Martha Shadan headed Plymouth, Minn.–based Rotation Medical, a private company sold to Smith & Nephew in December 2017, just three years after launching its regenerative shoulder repair treatment. Bob White has been through two exits, selling privately owned TYRX, a New Jersey-based maker of surgical infection prevention products, to Medtronic in 2014 for an up-front cash payment of $160 million, and public company Entellus Medical of Plymouth, Minn. in February for $668 million to Stryker. Founded in 2006, Entellus makes a family of minimally invasive balloon device products, including its flagship Xpress device, that are designed to treat blocked sinuses.
Shadan and White spoke at the DeviceTalks Minnesota event this week in St. Paul.
While White advised against building a company to sell it, both counseled carefully cultivating relationships with would-be buyers, making sure that the startup is on solid financial and regulatory footing, and that its products have repeat customers.
“We didn’t go out talking to the strategics saying we’re selling,” Shadan said. “We went out to the strategics to educate them. You run a fine line between being a pest and being appropriate in the timing and what you update them with.”

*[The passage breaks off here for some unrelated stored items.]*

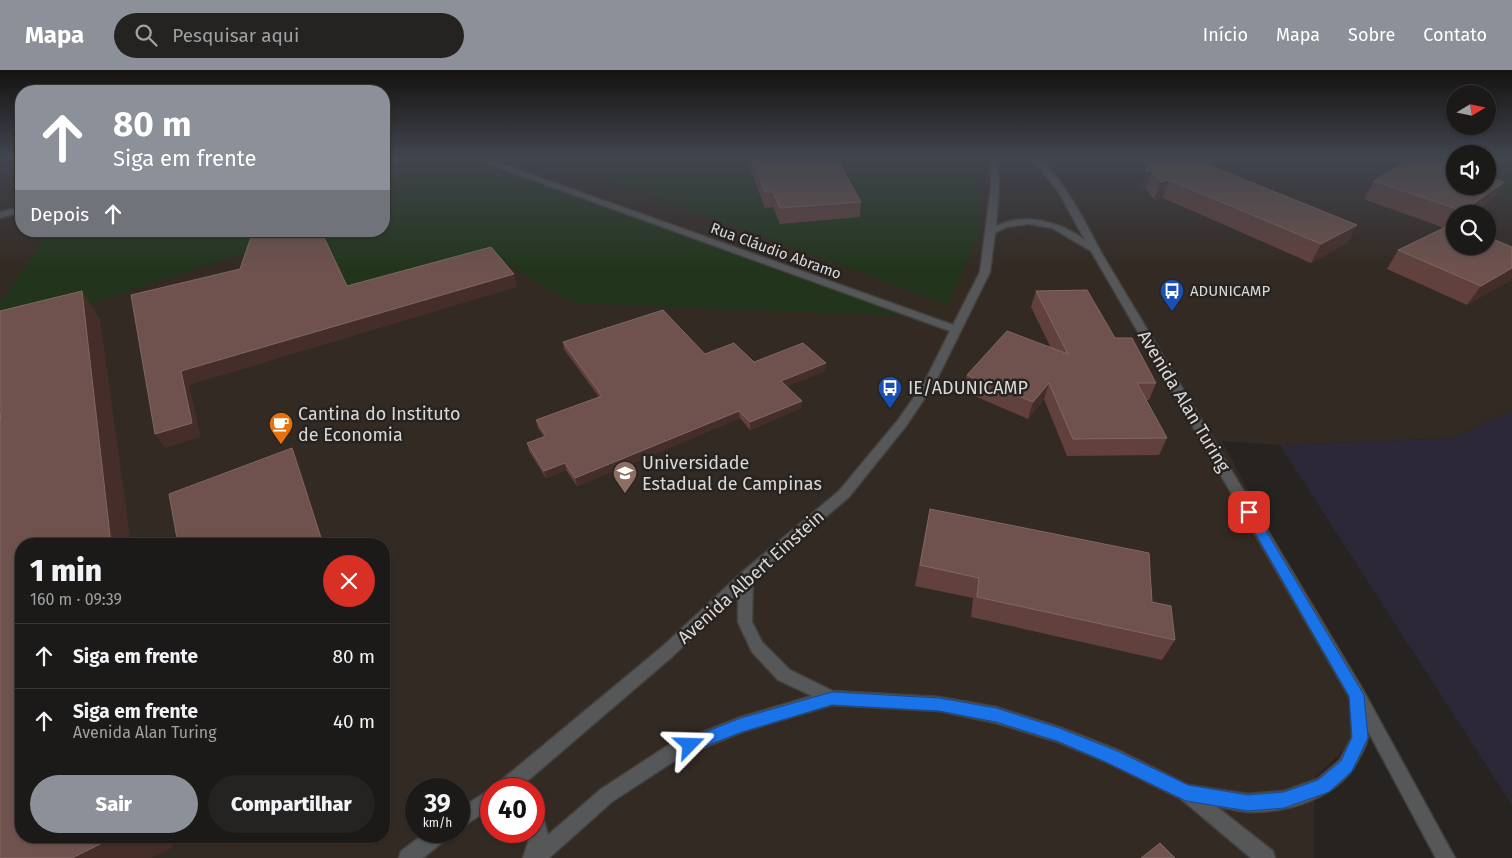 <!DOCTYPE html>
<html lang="pt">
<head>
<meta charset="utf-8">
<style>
	:root { --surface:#1c1a18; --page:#252321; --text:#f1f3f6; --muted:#a0a1a2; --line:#3a3837; --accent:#8c9099 }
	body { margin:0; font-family:"Fira Sans",sans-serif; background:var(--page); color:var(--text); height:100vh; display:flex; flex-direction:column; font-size:19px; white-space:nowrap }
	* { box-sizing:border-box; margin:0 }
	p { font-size:16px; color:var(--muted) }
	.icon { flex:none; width:28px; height:28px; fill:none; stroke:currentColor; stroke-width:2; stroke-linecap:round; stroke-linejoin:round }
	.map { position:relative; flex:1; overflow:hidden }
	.sheet { position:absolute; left:15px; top:468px; width:375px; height:305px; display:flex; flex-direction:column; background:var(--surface); border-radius:20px; box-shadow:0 1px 4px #0004,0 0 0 1px var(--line) }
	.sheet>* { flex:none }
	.guide { position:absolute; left:15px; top:15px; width:375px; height:152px; border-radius:20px; box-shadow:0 1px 4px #0004,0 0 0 1px var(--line); background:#8c9099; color:#fff; overflow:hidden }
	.needle { width:32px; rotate:80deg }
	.controls { position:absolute; left:1446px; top:15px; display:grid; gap:10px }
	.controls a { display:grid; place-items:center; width:50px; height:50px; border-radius:50%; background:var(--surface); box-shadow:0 1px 4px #0004,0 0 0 1px var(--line); font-size:25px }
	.speed { position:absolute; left:405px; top:708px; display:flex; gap:10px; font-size:25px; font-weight:700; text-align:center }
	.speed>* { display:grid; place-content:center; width:65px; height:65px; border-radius:50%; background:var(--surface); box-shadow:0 1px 4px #0004,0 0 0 1px var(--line); line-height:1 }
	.speed small { font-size:12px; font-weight:400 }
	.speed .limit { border:8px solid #d22; background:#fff; color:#111 }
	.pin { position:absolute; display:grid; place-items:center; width:42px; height:42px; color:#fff; margin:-21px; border-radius:10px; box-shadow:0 2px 8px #0006 }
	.me { position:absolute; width:55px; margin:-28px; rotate:68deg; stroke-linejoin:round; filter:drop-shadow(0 0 4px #0008) }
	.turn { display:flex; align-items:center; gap:18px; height:105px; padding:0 15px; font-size:22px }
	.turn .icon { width:65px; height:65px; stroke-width:2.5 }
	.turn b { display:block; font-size:35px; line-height:42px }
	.then { display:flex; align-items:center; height:48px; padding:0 15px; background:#0003; gap:10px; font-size:19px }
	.round { display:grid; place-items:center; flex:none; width:52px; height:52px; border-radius:26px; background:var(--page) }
	.headline { display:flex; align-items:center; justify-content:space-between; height:85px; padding:0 15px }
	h1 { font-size:30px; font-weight:800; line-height:38px }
	.button { display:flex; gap:10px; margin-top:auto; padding:10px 15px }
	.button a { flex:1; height:58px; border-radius:30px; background:var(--accent); color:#fff; font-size:20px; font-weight:800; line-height:58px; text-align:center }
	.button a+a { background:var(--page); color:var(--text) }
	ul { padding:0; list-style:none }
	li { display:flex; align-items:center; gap:15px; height:65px; padding:0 15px; border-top:1px solid var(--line) }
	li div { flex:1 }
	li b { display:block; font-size:19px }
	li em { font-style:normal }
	header { display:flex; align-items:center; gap:30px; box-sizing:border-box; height:70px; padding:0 25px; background:var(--accent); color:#fff }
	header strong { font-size:24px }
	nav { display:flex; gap:28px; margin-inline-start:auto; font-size:18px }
	.search { width:350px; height:45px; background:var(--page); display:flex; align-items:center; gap:12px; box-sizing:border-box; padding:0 18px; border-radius:28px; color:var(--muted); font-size:19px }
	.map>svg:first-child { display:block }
	.commercial { fill:#2d2838 }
	.built { fill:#332a23; fill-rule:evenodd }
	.green { fill:#22351c }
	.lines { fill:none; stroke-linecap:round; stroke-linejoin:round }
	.minor-casing { stroke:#43403d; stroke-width:3 }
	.minor { fill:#565759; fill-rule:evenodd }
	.wall { fill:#62413d }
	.shaded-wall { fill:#452e2a }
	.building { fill:#6f524d; stroke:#806763 }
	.route { fill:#1a73e8; stroke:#114b97 }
	.labels { text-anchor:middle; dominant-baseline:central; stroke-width:5; stroke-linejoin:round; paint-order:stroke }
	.far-street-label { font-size:15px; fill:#dbd9d7; stroke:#262320 }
	.far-poi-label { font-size:15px; fill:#dbd9d7; stroke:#262320; text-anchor:start }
	.poi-label { font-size:18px; fill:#dbd9d7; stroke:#262320; text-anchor:start }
	.street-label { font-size:18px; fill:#dbd9d7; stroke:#262320 }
</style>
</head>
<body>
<header>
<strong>Mapa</strong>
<div class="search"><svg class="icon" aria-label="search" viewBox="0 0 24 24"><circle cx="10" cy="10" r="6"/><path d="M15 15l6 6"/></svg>Pesquisar aqui</div>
<nav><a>Início</a><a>Mapa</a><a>Sobre</a><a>Contato</a></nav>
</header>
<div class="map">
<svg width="1512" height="788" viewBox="0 0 1512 788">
	<rect width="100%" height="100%" fill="#262320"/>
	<polygon class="commercial" points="1512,340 1512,735 1280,375 1453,368"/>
	<path class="built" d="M0,87h21v74h363v-74h1071v29h33v-29h24v253l-59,28 -173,7 -58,-4 108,202 29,62 -4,31 -17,20 -24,22v80h-1314zM1455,144h33v32h-33zM21,474h363v292h-363zM416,719h43v42h-43zM491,719h43v42h-43z"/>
	<g class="green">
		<polygon points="384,87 465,87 906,246 574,233 488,184 348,220 320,161 384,161"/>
		<polygon points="546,87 981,87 979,164 948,235"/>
		<polygon points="1488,87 1512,87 1512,126 1484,116 1488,116"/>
		<polygon points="50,161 312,161 0,263 0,233"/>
	</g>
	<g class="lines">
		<defs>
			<g id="minor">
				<path d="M469,87h13l471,168 27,-53 11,-86 -1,-29h8l1,29 -3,40c29,-14 64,-5 89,14l-27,-49 -28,-34h9c28,28 45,63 63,97l261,436 92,168h-19l-68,-127c1,11 -5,19 -10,29 -18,37 -70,53 -110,52 -10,-1 -21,-4 -31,-5l56,44 2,7h-24l-70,-59 -75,-37 -48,-20 -62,-19 -57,-12 -107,-6 -90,27 -63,26 -66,43 -64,57h-26l7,-22 -1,-5h5v-28l6,3 8,29 53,-46 66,-43 74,-29 71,-21 -34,-16 -26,-28 -14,-30v-29l-65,63 -155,133h-23l3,-6 165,-137 78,-73 98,-82 59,-71 26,-37 26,-52zM1029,154l23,4 39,23 259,447 2,39 -12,23 -22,19 -34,12 -36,3 -60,-9 -70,-35 -59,-23 -63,-20 -57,-10 -106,-6 -43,-21 -28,-28 -10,-20 1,-43 96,-82 57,-71 29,-43 55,-111 5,-39 12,-6z"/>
				<polygon points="21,137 21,142 0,148 0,142"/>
				<polygon points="491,719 491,738 459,759 459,739"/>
				<polygon points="428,761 452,761 449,767 423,788 399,788 401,781"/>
			</g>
		</defs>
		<use href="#minor" class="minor-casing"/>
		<use href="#minor" class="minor"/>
	</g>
	<g class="wall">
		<polygon points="747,87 836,87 861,132 860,147 780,154 773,137 765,138 747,91"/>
		<polygon points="1152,87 1212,91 1210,96 1357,155 1347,173 1311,193 1163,128 1154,130 1146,118 1140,120"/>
		<polygon points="1374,111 1504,112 1492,130 1473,144 1455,144 1455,176 1512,177 1467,235 1387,199 1398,180 1444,158 1364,129"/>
		<polygon points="1036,221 1115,268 1156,313 1149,330 1146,330 1167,368 1159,385 1067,386 1044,329 1028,349 963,321 967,305 1051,278 1031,237"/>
		<polygon points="563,272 705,284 754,292 826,293 825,301 787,316 801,338 750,360 740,348 577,416 566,400 546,408 529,381 527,373 544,367 538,358 536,350 599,327 564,279"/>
		<polygon points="930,439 1152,532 1175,570 1162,590 971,547 973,528 915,516"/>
	</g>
	<g class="shaded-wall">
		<polygon points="1193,87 1221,87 1188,101"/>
		<polygon points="1212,91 1205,109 1206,94"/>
		<polygon points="1152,100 1146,118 1140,120 1146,102"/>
		<polygon points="1169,110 1163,128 1154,130 1160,112"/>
		<polygon points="1504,112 1492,130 1473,144 1461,144 1463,141"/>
		<polygon points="1357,155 1347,173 1311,193 1321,174"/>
		<polygon points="1512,198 1512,210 1467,235 1481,216"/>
		<polygon points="514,204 517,217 189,315 201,367 165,378 155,364 181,301"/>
		<polygon points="82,221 100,249 131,474 111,474"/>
		<polygon points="826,293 825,301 781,319 781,311"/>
		<polygon points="1049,313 1044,329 1028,349 1033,332"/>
		<polygon points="802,331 801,338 750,360 750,352"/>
		<polygon points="739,341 740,348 577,416 575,408"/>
		<polygon points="292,378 296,386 324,474 323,474"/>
		<polygon points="565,393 566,400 546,408 544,401"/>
		<polygon points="384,655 387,665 384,667"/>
		<polygon points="116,766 171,766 173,777 151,788 72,788"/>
	</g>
	<g class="building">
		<polygon points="751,87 836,87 861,132 780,138 773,122 765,122"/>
		<polygon points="1152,87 1204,87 1212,91 1206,94 1357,155 1321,174 1169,110 1160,112 1152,100 1146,102"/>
		<polygon points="1413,87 1426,87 1455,97 1455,116 1488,116 1488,107 1504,112 1463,141 1374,111"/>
		<polygon points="1452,154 1455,155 1455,176 1488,176 1488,167 1512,177 1512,198 1481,216 1398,180"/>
		<polygon points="260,161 321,161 347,216 491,177 514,204 181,301 192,353 155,364 131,225 240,199 252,164"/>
		<polygon points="1087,220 1115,268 1132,268 1156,313 1137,313 1167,368 1073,369 1049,313 1033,332 967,305 1007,261 1068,284 1036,221"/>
		<polygon points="82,221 111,474 21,474 21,766 116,766 72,788 0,788 0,357 1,336 0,336 0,241"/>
		<polygon points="663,240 705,284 734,273 754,292 803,273 826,293 781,311 802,331 750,352 739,341 575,408 565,393 544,401 527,373 546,366 536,350 602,326 563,272"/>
		<polygon points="292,378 323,474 178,474 169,424"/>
		<polygon points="930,439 1149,483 1152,532 1171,536 1175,570 977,527 979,508 920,495"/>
		<polygon points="1160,773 1175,788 1141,788"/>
	</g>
	<linearGradient id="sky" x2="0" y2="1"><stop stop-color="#151312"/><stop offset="0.44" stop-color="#41454e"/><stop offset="1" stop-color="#41454e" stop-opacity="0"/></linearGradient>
	<rect width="1512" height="198" fill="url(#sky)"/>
	<polygon class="route" points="1249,437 1253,439 1364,625 1368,668 1352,701 1329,722 1284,738 1248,741 1186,731 1106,692 1057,671 996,652 939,641 832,635 742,662 690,682 685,680 683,675 685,670 741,648 832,622 939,628 996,638 1059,658 1117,681 1188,715 1248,725 1284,722 1318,710 1341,691 1352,667 1349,626 1243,442"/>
	<defs>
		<symbol id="bus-pin" viewBox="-11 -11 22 30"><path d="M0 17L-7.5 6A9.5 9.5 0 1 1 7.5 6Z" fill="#1a4fb4" stroke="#262320"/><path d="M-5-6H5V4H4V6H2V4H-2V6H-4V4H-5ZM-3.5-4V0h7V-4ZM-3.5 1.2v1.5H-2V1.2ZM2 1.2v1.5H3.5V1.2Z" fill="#fff"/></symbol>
		<symbol id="cafe-pin" viewBox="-11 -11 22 30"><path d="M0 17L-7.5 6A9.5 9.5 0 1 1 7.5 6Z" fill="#e8710a" stroke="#262320"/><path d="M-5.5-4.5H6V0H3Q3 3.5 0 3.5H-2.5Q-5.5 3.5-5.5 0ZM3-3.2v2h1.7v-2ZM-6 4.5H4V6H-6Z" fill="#fff"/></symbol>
		<symbol id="university-pin" viewBox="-11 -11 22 30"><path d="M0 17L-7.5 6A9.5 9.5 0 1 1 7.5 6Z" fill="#8d6e63" stroke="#262320"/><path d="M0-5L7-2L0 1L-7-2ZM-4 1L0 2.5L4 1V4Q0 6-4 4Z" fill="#fff"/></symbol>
	</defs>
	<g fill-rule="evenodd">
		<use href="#bus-pin" x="1158" y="207" width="28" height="38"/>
		<use href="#bus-pin" x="876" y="304" width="28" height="38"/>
		<use href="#cafe-pin" x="267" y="340" width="28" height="38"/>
		<use href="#university-pin" x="611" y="389" width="28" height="38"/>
	</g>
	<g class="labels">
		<g class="far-street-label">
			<text transform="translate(776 181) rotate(20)">Rua Cláudio Abramo</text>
		</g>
		<g class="far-poi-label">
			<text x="1190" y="221">ADUNICAMP</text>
		</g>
		<g class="poi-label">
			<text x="908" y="318">IE/ADUNICAMP</text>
			<text x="298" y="344">Cantina do Instituto<tspan x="298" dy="21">de Economia</tspan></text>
			<text x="642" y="393">Universidade<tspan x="642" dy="21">Estadual de Campinas</tspan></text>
		</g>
		<g class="street-label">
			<text transform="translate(1184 331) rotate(59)">Avenida Alan Turing</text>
			<text transform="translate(751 507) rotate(-42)">Avenida Albert Einstein</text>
		</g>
	</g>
</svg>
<div class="controls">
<a><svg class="needle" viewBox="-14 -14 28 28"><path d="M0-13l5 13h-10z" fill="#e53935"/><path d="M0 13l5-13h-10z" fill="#a0a1a2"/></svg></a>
<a><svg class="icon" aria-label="sound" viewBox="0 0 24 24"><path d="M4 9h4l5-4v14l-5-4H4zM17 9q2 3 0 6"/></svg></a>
<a><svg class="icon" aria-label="search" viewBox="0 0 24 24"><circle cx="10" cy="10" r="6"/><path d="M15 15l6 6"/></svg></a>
</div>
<div class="speed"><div>39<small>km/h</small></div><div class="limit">40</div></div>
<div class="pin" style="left:1249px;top:442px;background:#d93025"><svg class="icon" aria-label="arrive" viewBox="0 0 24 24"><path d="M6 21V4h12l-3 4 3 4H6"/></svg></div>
<svg class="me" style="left:690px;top:675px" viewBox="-20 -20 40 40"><path d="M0-17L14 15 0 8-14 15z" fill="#1a73e8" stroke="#fff" stroke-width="4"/></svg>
<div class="guide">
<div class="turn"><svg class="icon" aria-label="ahead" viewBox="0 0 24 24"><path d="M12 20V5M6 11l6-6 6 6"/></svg><div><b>80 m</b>Siga em frente</div></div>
<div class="then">Depois<svg class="icon" aria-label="ahead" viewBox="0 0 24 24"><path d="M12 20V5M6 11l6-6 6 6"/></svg></div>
</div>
<section class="sheet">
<div class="headline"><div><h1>1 min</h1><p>160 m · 09:39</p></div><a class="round" style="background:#d93025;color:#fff"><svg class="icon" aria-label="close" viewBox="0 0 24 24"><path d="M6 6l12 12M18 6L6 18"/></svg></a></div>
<ul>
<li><svg class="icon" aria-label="ahead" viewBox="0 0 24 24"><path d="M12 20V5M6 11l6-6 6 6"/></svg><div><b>Siga em frente</b></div><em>80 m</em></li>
<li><svg class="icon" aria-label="ahead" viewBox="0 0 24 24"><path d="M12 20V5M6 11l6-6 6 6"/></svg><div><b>Siga em frente</b><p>Avenida Alan Turing</p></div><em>40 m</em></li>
</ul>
<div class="button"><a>Sair</a><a>Compartilhar</a></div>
</section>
</div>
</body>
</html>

Although Stryker started looking at Entellus in 2009, the company wasn’t going to stand still waiting to be acquired, according to White. It continued innovating, launching 24 new products in the past few years while its big-league competitors, Johnson & Johnson and Medtronic, commercialized just a handful.
Being a public company and having so much of its information available to the public made the process of preparing for the sale easier than the due diligence that private companies must undergo. Shadan thought Rotation Medical was in good shape going into the process until Smith & Nephew came at it with 600 questions, many of which the smaller company couldn’t answer.
There’s no magic to knowing the right time to sell, however.
“There’s a little bit of science that goes into it, but mostly it’s gut feel,” said Shadan, now vice president of global marketing for Smith & Nephew. “It’s one of the hardest questions that I had to deal with as a CEO… In the throes of making the decision, I had to go on the best information that I had.”